For whatever change you want to make or new challenge you want to scale, here are six steps that will help you accomplish it.
- As you may have guessed, you must envision it. Having a clear vision for what you would like to see happen is crucial as a first step. This step alone builds motivation and an inward momentum. You must see yourself successfully accomplishing the task. What does the end result look like? (successful swimming)
- Collect data. Obviously, we have to do more than visualize success. What’s necessary to survey or compile so that we have the information we need to move forward? The data helps us to know what may be advantages, obstacles, distractions, etc. Data are the things we must consider. (touring the pool and assessing the surroundings)
- Plan the 20%. The Pareto Principle teaches that 80% of the outputs come from 20% of the inputs. In other words, ask yourself of all the things you are doing, which comprise the crucial 20% to support your journey in achieving the goal. What are the essentials? (gathering swimming supplies (swim cap, goggles, etc.), checking to make sure there were no classes scheduled, managing the transition from a dry workout to a wet one and back to dry again, etc.)

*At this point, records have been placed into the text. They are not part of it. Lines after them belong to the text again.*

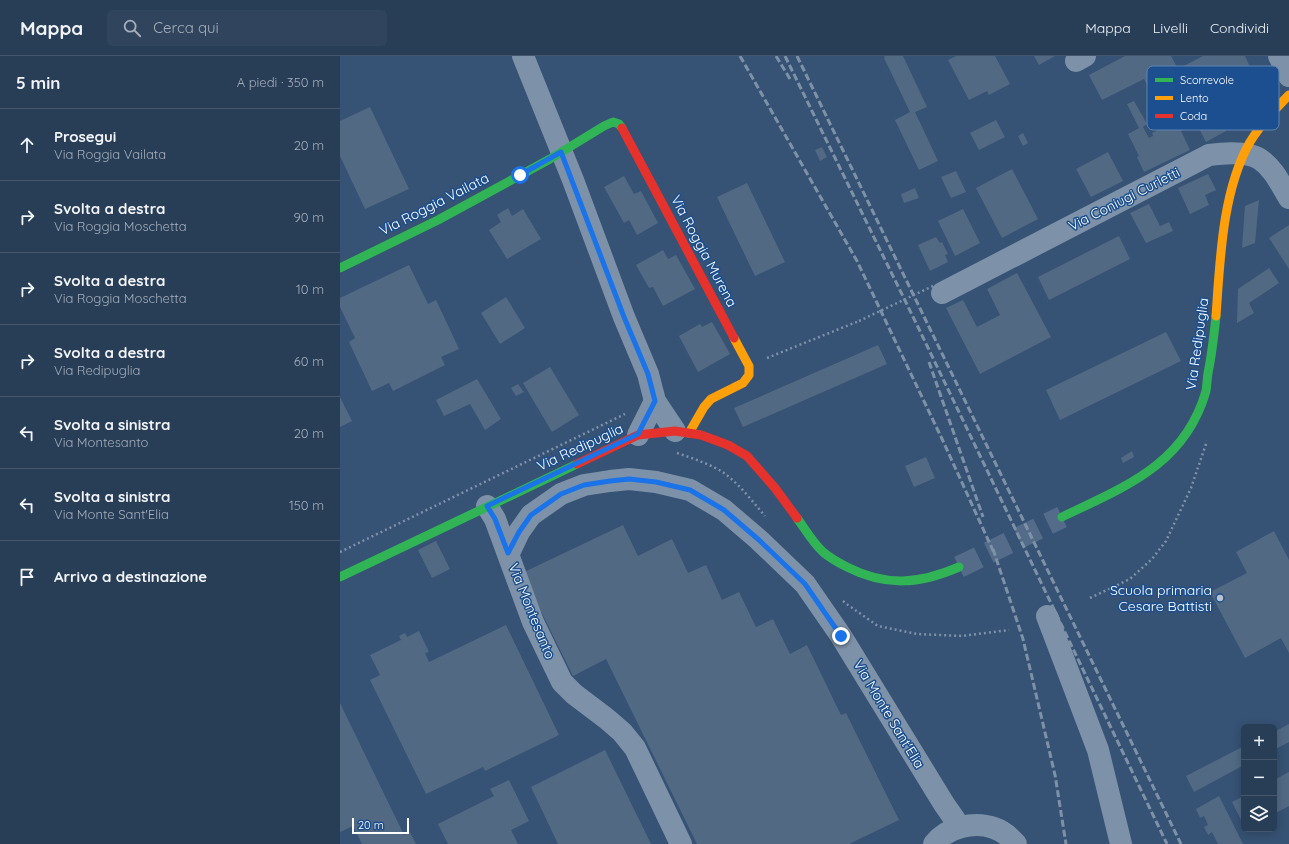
<!DOCTYPE html>
<html lang="it">
<meta charset="utf-8">
<style>
body{margin:0;font-family:Quicksand,sans-serif;background:#30455d;color:#f1f3f6}
.controls{position:absolute;right:12px;bottom:12px;display:grid;overflow:hidden;border-radius:6px;box-shadow:0 2px 10px #0003}
.controls button{width:36px;height:36px;display:grid;place-items:center;padding:0;border:0;border-bottom:1px solid #44576d;background:#283e57;color:#f1f3f6;font:20px sans-serif}
.scale{position:absolute;left:12px;bottom:10px;width:57px;box-sizing:border-box;padding-left:4px;border:2px solid #fff;border-top:0;font-size:11px;line-height:14px;white-space:nowrap;color:#fff;-webkit-text-stroke:3px #1b4f8f;paint-order:stroke}
.stop{position:absolute;width:12px;height:12px;margin:-9px;border:3px solid #1a73e8;border-radius:50%;background:#fff}
.stop.end{background:#1a73e8;border-color:#fff;box-shadow:0 1px 4px #0008}
.list{margin:0;padding:0;list-style:none}
h2{display:flex;justify-content:space-between;align-items:center;height:52px;margin:0;padding:0 16px;font-size:17px}
h2 small{font-size:13px;font-weight:400;color:#a5aeba}
.list li{display:grid;grid-template-columns:26px 1fr auto;gap:12px;align-items:center;box-sizing:border-box;height:72px;padding:0 16px;border-top:1px solid #44576d}
.list b{display:block;font-size:15px;white-space:nowrap}
.list p{margin:0;font-size:13px;white-space:nowrap;color:#a5aeba}
.list em{font-size:13px;font-style:normal;color:#a5aeba}
.icon{flex:none;width:22px;height:22px;fill:none;stroke:currentColor;stroke-width:2;stroke-linecap:round;stroke-linejoin:round}
.map{position:relative;flex:none;width:949px;height:788px;overflow:hidden}
header{display:flex;align-items:center;gap:24px;box-sizing:border-box;height:56px;padding:0 20px;background:#283e57;border-bottom:1px solid #44576d}
header strong{font-size:19px}
nav{display:flex;gap:22px;margin-inline-start:auto;font-size:14px}
.search{width:280px;height:36px;background:#30455d;display:flex;align-items:center;gap:10px;box-sizing:border-box;padding:0 14px;border-radius:6px;color:#a5aeba;font-size:15px}
main{display:flex}
aside{flex:1;background:#283e57}
.map>svg:first-child{display:block}
</style>
<header>
<strong>Mappa</strong>
<div class="search"><svg class="icon" aria-label="search" viewBox="0 0 24 24"><circle cx="10" cy="10" r="6"/><path d="M15 15l6 6"/></svg>Cerca qui</div>
<nav><a>Mappa</a><a>Livelli</a><a>Condividi</a></nav>
</header>
<main>
<aside>
<h2>5 min<small>A piedi · 350 m</small></h2>
<ul class="list">
<li><svg class="icon" aria-label="ahead" viewBox="0 0 24 24"><path d="M12 20V5M6 11l6-6 6 6"/></svg><div><b>Prosegui</b><p>Via Roggia Vailata</p></div><em>20 m</em></li>
<li><svg class="icon" aria-label="right" viewBox="0 0 24 24"><path d="M7 20v-9h11M14 6l5 5-5 5"/></svg><div><b>Svolta a destra</b><p>Via Roggia Moschetta</p></div><em>90 m</em></li>
<li><svg class="icon" aria-label="right" viewBox="0 0 24 24"><path d="M7 20v-9h11M14 6l5 5-5 5"/></svg><div><b>Svolta a destra</b><p>Via Roggia Moschetta</p></div><em>10 m</em></li>
<li><svg class="icon" aria-label="right" viewBox="0 0 24 24"><path d="M7 20v-9h11M14 6l5 5-5 5"/></svg><div><b>Svolta a destra</b><p>Via Redipuglia</p></div><em>60 m</em></li>
<li><svg class="icon" aria-label="left" viewBox="0 0 24 24"><path d="M17 20v-9H6M10 6l-5 5 5 5"/></svg><div><b>Svolta a sinistra</b><p>Via Montesanto</p></div><em>20 m</em></li>
<li><svg class="icon" aria-label="left" viewBox="0 0 24 24"><path d="M17 20v-9H6M10 6l-5 5 5 5"/></svg><div><b>Svolta a sinistra</b><p>Via Monte Sant'Elia</p></div><em>150 m</em></li>
<li><svg class="icon" aria-label="arrive" viewBox="0 0 24 24"><path d="M6 21V4h12l-3 4 3 4H6"/></svg><div><b>Arrivo a destinazione</b></div></li>
</ul>
</aside>
<div class="map">
<svg width="949" height="788" viewBox="0 0 949 788">
<rect width="100%" height="100%" fill="#365274"/>
<g fill="#526984">
<polygon points="544,0 563,0 587,51 575,56 598,105 579,114 555,64 570,56 544,2 545,2"/>
<polygon points="616,0 655,0 670,28 649,39 647,35 629,44 608,4"/>
<polygon points="694,0 715,0 699,9"/>
<polygon points="785,0 831,0 838,13 863,0 905,0 911,13 884,26 885,67 886,75 866,86 845,45 847,44 839,29 814,42 804,23 762,44 749,19"/>
<polygon points="794,45 807,68 803,71 809,82 813,80 812,77 836,65 835,63 843,59 849,71 841,75 850,94 804,116 797,101 799,100 788,78 799,72 787,48"/>
<polygon points="30,51 69,133 25,153 0,100 0,65"/>
<polygon points="656,64 665,81 639,94 630,77"/>
<polygon points="683,77 688,87 683,90 678,80"/>
<polygon points="482,91 487,101 480,105 475,94"/>
<polygon points="768,96 783,125 751,141 736,113"/>
<polygon points="672,113 698,163 662,182 636,132"/>
<polygon points="616,115 626,136 611,142 601,121"/>
<polygon points="868,118 876,134 865,139 869,149 850,158 838,132"/>
<polygon points="284,120 294,138 301,135 318,167 297,179 289,164 284,167 264,131"/>
<polygon points="407,127 445,206 415,220 377,141"/>
<polygon points="575,132 579,142 564,147 561,138"/>
<polygon points="919,144 915,187 902,192 905,150"/>
<polygon points="809,148 820,170 829,166 833,175 806,187 790,157"/>
<polygon points="168,152 172,160 183,153 201,183 167,203 149,174 161,166 157,159"/>
<polygon points="623,153 640,187 615,200 598,165"/>
<polygon points="949,169 949,213 929,182"/>
<polygon points="779,180 790,203 709,244 698,221"/>
<polygon points="596,181 600,187 602,186 608,198 605,199 608,206 590,215 578,189"/>
<polygon points="323,194 328,203 336,199 355,233 323,250 313,231 309,232 296,209"/>
<polygon points="69,209 88,248 96,244 119,293 101,301 105,309 53,335 49,327 32,335 9,286 15,282 0,251 0,242"/>
<polygon points="929,212 939,227 909,247 914,257 897,267 898,233"/>
<polygon points="677,217 711,281 640,318 606,252 623,244 637,271 660,259 647,233"/>
<polygon points="166,241 185,272 160,288 141,257"/>
<polygon points="372,266 390,298 358,316 339,280 360,268 362,271"/>
<polygon points="826,276 841,305 720,364 706,334"/>
<polygon points="538,289 547,308 403,371 394,352"/>
<polygon points="210,311 239,359 212,376 183,327"/>
<polygon points="137,323 161,363 145,374 130,348 104,360 96,344"/>
<polygon points="178,328 184,336 176,340 171,332"/>
<polygon points="0,341 12,365 0,371"/>
<polygon points="792,395 794,401 783,407 781,402"/>
<polygon points="586,401 595,422 574,431 565,410"/>
<polygon points="283,469 298,500 332,483 348,517 366,509 382,544 399,536 416,571 433,563 450,598 467,589 501,659 506,657 559,764 509,788 357,788 266,603 233,620 182,517"/>
<polygon points="934,475 949,504 949,597 941,582 905,602 870,536 907,517 896,496"/>
<polygon points="96,485 110,513 92,522 78,494"/>
<polygon points="166,569 219,679 145,715 143,711 86,738 30,624 40,619 30,599 61,584 59,580 65,577 67,581 79,575 89,596 85,597 89,606"/>
<polygon points="0,647 64,779 70,776 76,788 22,788 13,770 0,776"/>
<polygon points="949,668 949,686 934,694 934,676"/>
<polygon points="904,690 904,709 854,736 846,720"/>
<polygon points="265,694 311,788 218,788 191,731"/>
<polygon points="949,716 949,750 934,758 934,724"/>
<polygon points="169,724 189,765 171,774 178,788 108,788 98,768 154,740 150,733"/>
<polygon points="879,740 903,788 878,788 872,776 868,779 864,771 868,769 864,760 860,762 856,753"/>
<polygon points="904,740 904,770 892,746"/>
</g>
<g fill="none" stroke-linecap="round" stroke-linejoin="round">
<polyline stroke="#546c89" stroke-width="22" stroke-dasharray="22 11" stroke-linecap="butt" points="619,511 722,461"/>
<g stroke="#7d92a8" stroke-width="2.5" stroke-dasharray="2 3" stroke-linecap="butt">
<polyline points="427,302 519,265"/>
<path d="M337 397C352 402 367 407 381 415 398 426 412 445 425 460"/>
<polyline points="0,496 285,358"/>
<polyline points="750,542 790,523 812,503 826,485 851,432 867,385"/>
<polyline points="503,545 508,549 538,570 577,578 622,580 669,574"/>
</g>
<g stroke="#7d92a8" stroke-width="22">
<polyline points="183,0 233,124 284,261 308,318 315,345 335,375"/>
<polyline points="939,0 949,20"/>
<polyline points="736,5 745,0"/>
<path d="M602 237 869 99C884 97 909 95 921 104 934 113 941 129 949 142"/>
<polyline points="298,379 315,345"/>
<polyline points="147,450 155,463 193,566 222,626 234,638 267,663 282,676 295,692 341,788"/>
<polyline points="169,497 179,476 191,459 221,438 244,429 270,425 289,423 316,426 350,434 384,454 419,484 465,528 501,580 604,748 620,771"/>
<polyline points="707,560 758,694 781,788"/>
<path d="M594 788C607 771 634 765 654 772 663 775 670 781 676 788"/>
</g>
<g stroke="#30b455" stroke-width="9">
<polyline points="0,212 98,164 210,103 264,70 273,66 279,68 282,72"/>
<path d="M722 461C784 431 845 409 866 335 867 329 867 323 868 317 872 298 874 279 876 260"/>
<path d="M457 462C465 473 473 487 483 496 490 502 499 507 507 511 546 531 580 528 619 511"/>
<polyline points="0,521 237,408"/>
</g>
<g stroke="#ff9f0a" stroke-width="9">
<path d="M876 260C880 205 882 135 910 86 921 68 934 54 949 39"/>
<polyline points="349,377 364,351 371,343 403,327 409,319 409,310 394,282"/>
</g>
<g stroke="#e5322d" stroke-width="9">
<polyline points="282,72 394,282"/>
<polyline points="237,408 298,379 335,375 361,379 388,389 407,400 435,432 457,462"/>
</g>
<g stroke="#7e92a7" stroke-width="3" stroke-dasharray="7 3" stroke-linecap="butt">
<polyline points="400,0 517,205 603,385 655,499"/>
<polyline points="436,0 450,23"/>
<polyline points="445,0 578,271 827,788"/>
<polyline points="457,0 841,788"/>
<polyline points="589,306 643,461"/>
<polyline points="653,493 683,583 715,719 726,788"/>
</g>
<polyline stroke="#7d92a8" stroke-width="2.5" stroke-dasharray="2 3" stroke-linecap="butt" points="519,265 593,230"/>
</g>
<g fill="none" stroke-linecap="round" stroke-linejoin="round">
<polyline stroke="#1a73e8" stroke-width="5" points="180,119 221,96 284,261 308,318 315,345 298,378 147,450 155,463 168,497 179,476 191,459 221,438 244,429 270,425 289,423 316,426 350,434 384,454 419,484 465,528 501,580"/>
</g>
<circle fill="#b9c2ce" stroke="#1b4f8f" stroke-width="1.5" cx="880" cy="542" r="4"/>
<g text-anchor="middle" stroke-width="3" stroke-linejoin="round" paint-order="stroke">
<g font-size="14" fill="#fff" stroke="#1b4f8f">
<text transform="translate(784 143) rotate(-27)" y="5">Via Coniugi Curletti</text>
<text transform="translate(94 148) rotate(-27)" y="5">Via Roggia Vailata</text>
<text transform="translate(364 195) rotate(62)" y="5">Via Roggia Murena</text>
<text transform="translate(857 288) rotate(-82)" y="5">Via Redipuglia</text>
<text transform="translate(240 391) rotate(-25)" y="5">Via Redipuglia</text>
<text transform="translate(192 555) rotate(68)" y="5">Via Montesanto</text>
<text transform="translate(549 658) rotate(59)" y="5">Via Monte Sant'Elia</text>
</g>
<g font-size="14" fill="#fff" stroke="#1b4f8f" text-anchor="end">
<text x="872" y="539">Scuola primaria<tspan x="872" dy="16">Cesare Battisti</tspan></text>
</g>
</g>
<rect x="807" y="10" width="132" height="64" rx="6" fill="#1b4f8f" stroke="#5f84b1" stroke-width="1"/>
<rect x="815" y="22" width="18" height="4" fill="#30b455"/>
<rect x="815" y="40" width="18" height="4" fill="#ff9f0a"/>
<rect x="815" y="58" width="18" height="4" fill="#e5322d"/>
<g font-size="11" fill="#fff">
<text x="840" y="28">Scorrevole</text>
<text x="840" y="46">Lento</text>
<text x="840" y="64">Coda</text>
</g>
</svg>
<div class="controls">
<button>+</button>
<button>−</button>
<button><svg class="icon" aria-label="layers" viewBox="0 0 24 24"><path d="M12 4l9 5-9 5-9-5zM3 14l9 5 9-5"/></svg></button>
</div>
<div class="scale">20 m</div>
<div class="stop" style="left:180px;top:119px"></div>
<div class="stop end" style="left:501px;top:580px"></div>
</div>
</main>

- Tell somebody. Get encouragement from people who want the best for you. Everyone will not believe in you, and that should be expected. You only need a few people to remind you that you can do it. Others may see things in us that we may not see in ourselves. They help us to be courageous enough to try. (discussed it with my spouse and a few friends)
- Do it. There comes a time when there is nothing left but to do it. It’s scary, but you’re more prepared than you realize. Taking a courageous step builds confidence. Sitting on the sideline does not. (I got in the pool and swam)
- Celebrate. When you finish, don’t forget to celebrate your success. Don’t wait until the entire vision is realized perfectly, celebrate with each incremental success! Celebration also builds motivation and momentum. (I texted my spouse and a few friends who knew this was an aspiration and posted to social media)
What happened next? I returned the next day to swim again. Not able to do laps yet, but it is forthcoming.
What do you see as a possibility for you? Where is your life could you use these 6 steps to move you forward? Don’t let your dreams die because you do not have a plan. Learn to deconstruct the vision to develop viable, tangible, specific steps to achieve it.